Non-Trade / Non-Business

For property which produces income, but is not used in a trade or business; up to six-thousand ($6,000) of the equity value is excluded, if the property produces a net annual return equal to at least six percent (6%) of the excluded equity.

Any portion of the property’s equity in excess of six-thousand dollars ($6,000) is a countable resource.

If an individual owns more than one (1) piece of income-producing property, the six percent (6%) return requirement applies individually to each property and the six-thousand ($6,000) equity value limit applies to the total equity value of all the properties meeting the six percent (6%) return requirement.

Examples of non-business income producing property are rental property, timber rights, mineral rights, etc.

example

Mr. Jones applies for nursing home benefits. He owns 2 houses that he rents. He rents a house valued at $80,000 for $500 per month, and he rents a house valued at $90,000 for $600 per month. He owes nothing on any of these houses. He does not report this as self-employment and he does not invest his labor in producing the income. How are these houses considered for nursing home benefits?
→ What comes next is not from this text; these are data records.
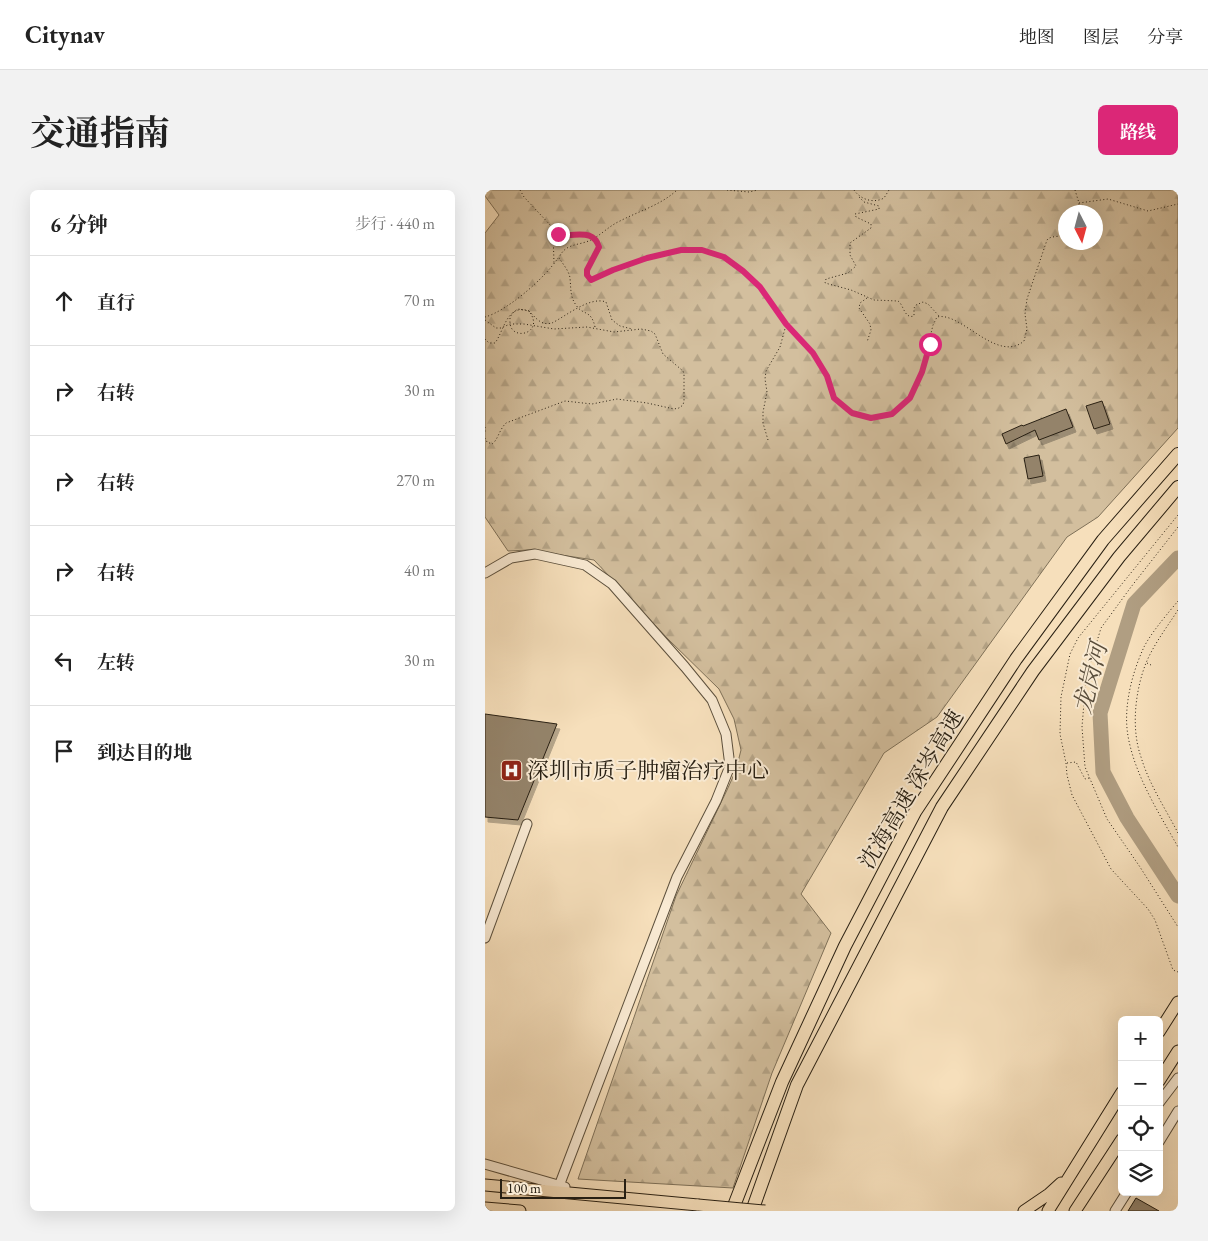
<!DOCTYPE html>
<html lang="zh">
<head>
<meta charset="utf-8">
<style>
	:root { --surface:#fff; --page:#f2f2f2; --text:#222; --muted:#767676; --line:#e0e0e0; --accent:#db2777 }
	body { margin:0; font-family:"EB Garamond","Noto Serif SC",serif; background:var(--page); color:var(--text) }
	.controls { position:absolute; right:15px; bottom:15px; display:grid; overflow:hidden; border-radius:8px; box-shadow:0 5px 20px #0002 }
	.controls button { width:45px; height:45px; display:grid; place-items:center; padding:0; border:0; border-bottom:1px solid var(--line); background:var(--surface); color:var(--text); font:25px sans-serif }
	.compass { position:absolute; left:573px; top:15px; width:45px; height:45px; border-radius:50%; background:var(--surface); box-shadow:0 5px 20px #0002; rotate:174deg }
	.scale { position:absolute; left:15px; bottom:12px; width:126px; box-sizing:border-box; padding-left:5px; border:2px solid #292013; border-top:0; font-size:14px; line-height:18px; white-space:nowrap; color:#292013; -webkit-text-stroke:4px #f9ead3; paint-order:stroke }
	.stop { position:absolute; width:15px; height:15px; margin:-11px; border:4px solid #db2777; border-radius:50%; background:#fff }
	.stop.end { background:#db2777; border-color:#fff; box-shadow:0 1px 5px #0008 }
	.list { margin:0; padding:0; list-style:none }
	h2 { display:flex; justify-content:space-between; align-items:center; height:65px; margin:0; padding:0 20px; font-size:21px }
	h2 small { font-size:16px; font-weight:400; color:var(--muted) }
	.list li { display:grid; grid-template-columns:32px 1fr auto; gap:15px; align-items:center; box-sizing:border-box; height:90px; padding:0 20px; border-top:1px solid var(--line) }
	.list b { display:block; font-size:19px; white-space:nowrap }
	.list em { font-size:16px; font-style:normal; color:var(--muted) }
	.icon { flex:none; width:28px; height:28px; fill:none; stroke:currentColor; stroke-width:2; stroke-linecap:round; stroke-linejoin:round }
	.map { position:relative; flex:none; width:693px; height:1021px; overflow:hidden; border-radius:8px }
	header { display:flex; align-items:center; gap:30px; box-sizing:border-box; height:70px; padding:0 25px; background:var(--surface); border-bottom:1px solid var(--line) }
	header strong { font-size:24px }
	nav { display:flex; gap:28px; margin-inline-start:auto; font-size:18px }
	.intro { display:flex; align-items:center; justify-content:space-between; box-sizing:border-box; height:120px; padding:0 30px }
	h1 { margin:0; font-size:35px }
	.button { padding:12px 22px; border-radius:8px; background:var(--accent); color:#fff; font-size:18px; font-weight:700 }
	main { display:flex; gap:30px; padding:0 30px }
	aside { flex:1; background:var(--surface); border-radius:8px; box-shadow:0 5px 20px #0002 }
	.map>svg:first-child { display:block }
	.forest { fill:url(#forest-firs); stroke:#7e7058; fill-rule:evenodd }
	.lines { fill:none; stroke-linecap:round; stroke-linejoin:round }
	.river { stroke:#b09e82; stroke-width:15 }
	.building { fill:#94836a; stroke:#292013; filter:url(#shadow) }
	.minor-casing { stroke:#5c503d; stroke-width:11 }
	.major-casing { stroke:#292013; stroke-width:13 }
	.highway-casing { stroke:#292013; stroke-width:14 }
	.path { stroke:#292013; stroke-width:1; stroke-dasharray:1 2.5; stroke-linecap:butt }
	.minor { stroke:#f9ead3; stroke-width:9 }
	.major { stroke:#f6dfbb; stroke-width:11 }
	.highway { stroke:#f6dfbb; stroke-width:12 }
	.major-bridge-casing { stroke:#292013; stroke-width:13; stroke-linecap:butt }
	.path-bridge { stroke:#292013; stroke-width:1; stroke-dasharray:1 2.5; stroke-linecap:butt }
	.major-bridge { stroke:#f6dfbb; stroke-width:11 }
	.route { stroke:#db2777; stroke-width:6 }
	.labels { text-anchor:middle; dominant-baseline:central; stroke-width:4; stroke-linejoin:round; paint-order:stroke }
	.poi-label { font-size:22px; fill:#292013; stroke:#f9ead3; text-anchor:start }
	.street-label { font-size:22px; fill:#292013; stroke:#f9ead3 }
	.water-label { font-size:24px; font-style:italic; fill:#584c3a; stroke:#f9ead3 }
</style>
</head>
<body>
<header>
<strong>Citynav</strong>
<nav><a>地图</a><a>图层</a><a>分享</a></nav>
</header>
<div class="intro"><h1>交通指南</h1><a class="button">路线</a></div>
<main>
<aside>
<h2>6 分钟<small>步行 · 440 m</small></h2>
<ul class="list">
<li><svg class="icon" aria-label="ahead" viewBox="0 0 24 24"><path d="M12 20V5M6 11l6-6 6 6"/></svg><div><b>直行</b></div><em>70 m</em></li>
<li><svg class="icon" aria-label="right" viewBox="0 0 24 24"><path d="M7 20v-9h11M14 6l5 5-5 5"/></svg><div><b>右转</b></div><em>30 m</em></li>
<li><svg class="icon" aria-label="right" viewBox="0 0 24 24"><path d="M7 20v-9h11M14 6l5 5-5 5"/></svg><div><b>右转</b></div><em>270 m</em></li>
<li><svg class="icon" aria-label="right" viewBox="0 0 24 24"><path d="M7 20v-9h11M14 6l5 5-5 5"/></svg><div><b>右转</b></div><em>40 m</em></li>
<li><svg class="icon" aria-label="left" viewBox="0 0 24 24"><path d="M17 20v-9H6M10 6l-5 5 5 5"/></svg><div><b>左转</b></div><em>30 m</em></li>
<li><svg class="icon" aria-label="arrive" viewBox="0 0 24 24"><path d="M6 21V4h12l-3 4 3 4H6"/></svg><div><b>到达目的地</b></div></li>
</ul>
</aside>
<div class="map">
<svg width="693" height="1021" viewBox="0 0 693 1021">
	<defs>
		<pattern id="forest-firs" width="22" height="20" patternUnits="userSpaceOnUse" patternTransform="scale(1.25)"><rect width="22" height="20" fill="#d3bf9e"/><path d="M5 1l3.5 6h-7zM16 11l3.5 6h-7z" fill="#b5a487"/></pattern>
		<filter id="shadow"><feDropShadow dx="3" dy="5" stdDeviation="0" flood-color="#0004"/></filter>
	</defs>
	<rect width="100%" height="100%" fill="#f6dfbb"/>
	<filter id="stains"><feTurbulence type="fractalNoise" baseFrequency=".004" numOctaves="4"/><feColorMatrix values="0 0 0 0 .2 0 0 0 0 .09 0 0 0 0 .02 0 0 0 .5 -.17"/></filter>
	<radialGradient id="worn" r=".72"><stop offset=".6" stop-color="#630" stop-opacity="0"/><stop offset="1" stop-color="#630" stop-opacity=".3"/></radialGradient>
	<path class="forest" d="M0,0H693V238L613,327L582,347L452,527L399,563L316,704L346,743L287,883L248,998L93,989L191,706L242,600L251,580L256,560L249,529L234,499L183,449L109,370L43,360L23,361L0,327V43L14,25L0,6ZM580,22H610V52H580Z"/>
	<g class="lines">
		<path class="river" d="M693,368L649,414L615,523L618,582L642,628L693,706"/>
	</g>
	<path class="building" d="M617,211L625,234L609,239L601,216Z
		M581,219L588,237L554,250L550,240L521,254L517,244L537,235L538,236Z
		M554,265L558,286L543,289L539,268Z
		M0,524L72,534L33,630L0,627Z
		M651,1008L674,1021H643Z"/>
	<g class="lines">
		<defs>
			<path id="minor" d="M0,383L26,368L50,364L100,375L127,394L200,477L227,510L241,544L245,576L231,611L192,687L74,996
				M0,748L42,634
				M674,913L693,888
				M674,952L693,921
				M0,974L80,997
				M630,1021L642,1002"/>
			<path id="major" d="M674,842L693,812
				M674,891L693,861
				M0,995L213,1015
				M0,1018L35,1021
				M539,1021L564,1004L576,993
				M563,1021L637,902
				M590,1021L637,949"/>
			<path id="highway" d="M247,1021L297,892L360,756L430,622L531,469L618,350L693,264
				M267,1021L312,895L457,617L548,481L634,367L693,297"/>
		</defs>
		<use href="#minor" class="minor-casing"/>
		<use href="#major" class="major-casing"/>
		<use href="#highway" class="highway-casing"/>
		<path class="path" d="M35,0L39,7L67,37
			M242,0L264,2L273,0
			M369,0C375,9 388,14 399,8L404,0
			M590,0L594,13L593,22
			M374,7L379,12L394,16V19L370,24L371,27L386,34V38L365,53V65L371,76L363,83L341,89L340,93L366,100L389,110L413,111C419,115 419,129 429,126V118L431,115L438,112L443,114L454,126
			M594,13L623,9L663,21L693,14
			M68,38C84,56 107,33 114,57L102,80V85L106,90L129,79L162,68L196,59L217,60L239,67L258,81L275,97L301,134L328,163L341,186L349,208L367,223L386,228L407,224L425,208L437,181L448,135L452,127C476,121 512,174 539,151L542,139L540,124L542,109L562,50C566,45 574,48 580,44
			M68,40L69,74
			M382,108L375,113L374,118L385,134L386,140L382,152
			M0,127C22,121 60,88 73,68
			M0,130L11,138H16L25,134H39L69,139L102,137L129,142L156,139L166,141L170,144L178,164L198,181L199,184V211L198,215L194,218L189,219L162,213L132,209L107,214L80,211L21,233C14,240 13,250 7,254L2,252L0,248
			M110,137C106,119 98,126 91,115C85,107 86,98 85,88C84,81 78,74 74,68C80,53 93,56 106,50C116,45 124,36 135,31C154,21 176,15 192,0
			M0,237V244
			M283,250L278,233V222L282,202L280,189L281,181L295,157L301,135
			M693,325L593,448L585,464L576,507L575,544L581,573L582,585L587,605L626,679L663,719L670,730L688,780L693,782
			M693,337L646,397L616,438L601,488L597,537L600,577L622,629L655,677L693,737
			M693,411C683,423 666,443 659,457C647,483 638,517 643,546C650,586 674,623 693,657
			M693,420C682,437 669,454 661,473C650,501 646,539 656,567C664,594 680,618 693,643
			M662,473L668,476
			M582,573L591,572L600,589L604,588"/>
		<use href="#minor" class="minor"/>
		<use href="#major" class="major"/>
		<use href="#highway" class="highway"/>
		<defs>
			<path id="major-bridge" d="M213,1015L280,1021"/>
		</defs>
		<use href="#major-bridge" class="major-bridge-casing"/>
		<path class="path-bridge" d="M0,149L4,153H10C19,141 22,113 44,121C61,144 25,152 25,132C24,126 28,122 33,119L44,121C51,128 56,136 67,133C81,126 105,106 121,112L127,130L135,136L147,139"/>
		<use href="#major-bridge" class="major-bridge"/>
	</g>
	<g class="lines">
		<path class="route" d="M73,44C89,48 108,37 114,57L102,80V85L106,90L128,80L162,68L196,60H217L239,67L258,81L275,97L301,134L328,163L342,186L349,208L367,223L386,228L407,224L425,208L437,182L445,154"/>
	</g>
	<defs>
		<symbol id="hospital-square" viewBox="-11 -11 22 22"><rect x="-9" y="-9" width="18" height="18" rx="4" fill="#8f2418" stroke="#f9ead3"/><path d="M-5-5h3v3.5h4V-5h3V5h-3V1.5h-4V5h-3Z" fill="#fff"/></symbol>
	</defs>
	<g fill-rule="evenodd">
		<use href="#hospital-square" x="14" y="568" width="25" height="25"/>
	</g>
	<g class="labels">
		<g class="poi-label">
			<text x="42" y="580">深圳市质子肿瘤治疗中心</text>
		</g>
		<g class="street-label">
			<text transform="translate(426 599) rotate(-59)">沈海高速 深岑高速</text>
		</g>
		<g class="water-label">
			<text transform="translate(605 488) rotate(-76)">龙岗河</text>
		</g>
	</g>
	<rect width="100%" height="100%" filter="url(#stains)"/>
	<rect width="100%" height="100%" fill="url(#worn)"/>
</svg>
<div class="controls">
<button>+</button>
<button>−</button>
<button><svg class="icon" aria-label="locate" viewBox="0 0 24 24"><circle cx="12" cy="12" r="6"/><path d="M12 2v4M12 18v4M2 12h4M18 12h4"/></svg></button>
<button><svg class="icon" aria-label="layers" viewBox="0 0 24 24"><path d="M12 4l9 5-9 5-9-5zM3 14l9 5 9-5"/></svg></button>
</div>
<svg class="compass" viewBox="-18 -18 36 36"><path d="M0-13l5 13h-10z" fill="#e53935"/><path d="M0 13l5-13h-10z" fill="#767676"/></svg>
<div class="scale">100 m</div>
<div class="stop" style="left:445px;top:154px"></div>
<div class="stop end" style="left:73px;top:44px"></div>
</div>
</main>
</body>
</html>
In this example, the rental property is not considered a business. Mr. Jones is not involved in managing the property. You have to determine if he meets the 6% rule for each property.  

Property #1:

Receives $500 a month with a value of $80,000. He has to receive 6% of $80,000 annually, which is $4800. He receives ($500 x 12) = $6000.

He meets the rule for Property #1, so any equity above the $6000 is counted. Total equity considered for Property #1 is $74,000.

Property #2:

Receives $600 a month with a value of $100,000. He has to receive 6% of $100,000 annually, which is $6000. He receives ($600 x 12) = $7200.

He meets the rule for Property #2, so any equity above the $6000 is counted. Total equity considered for Property #2 is $94,000.

The total equity to consider for both properties is $168,000.

The gross rental income is considered as unearned income with no deductions allowed, $1100 per month).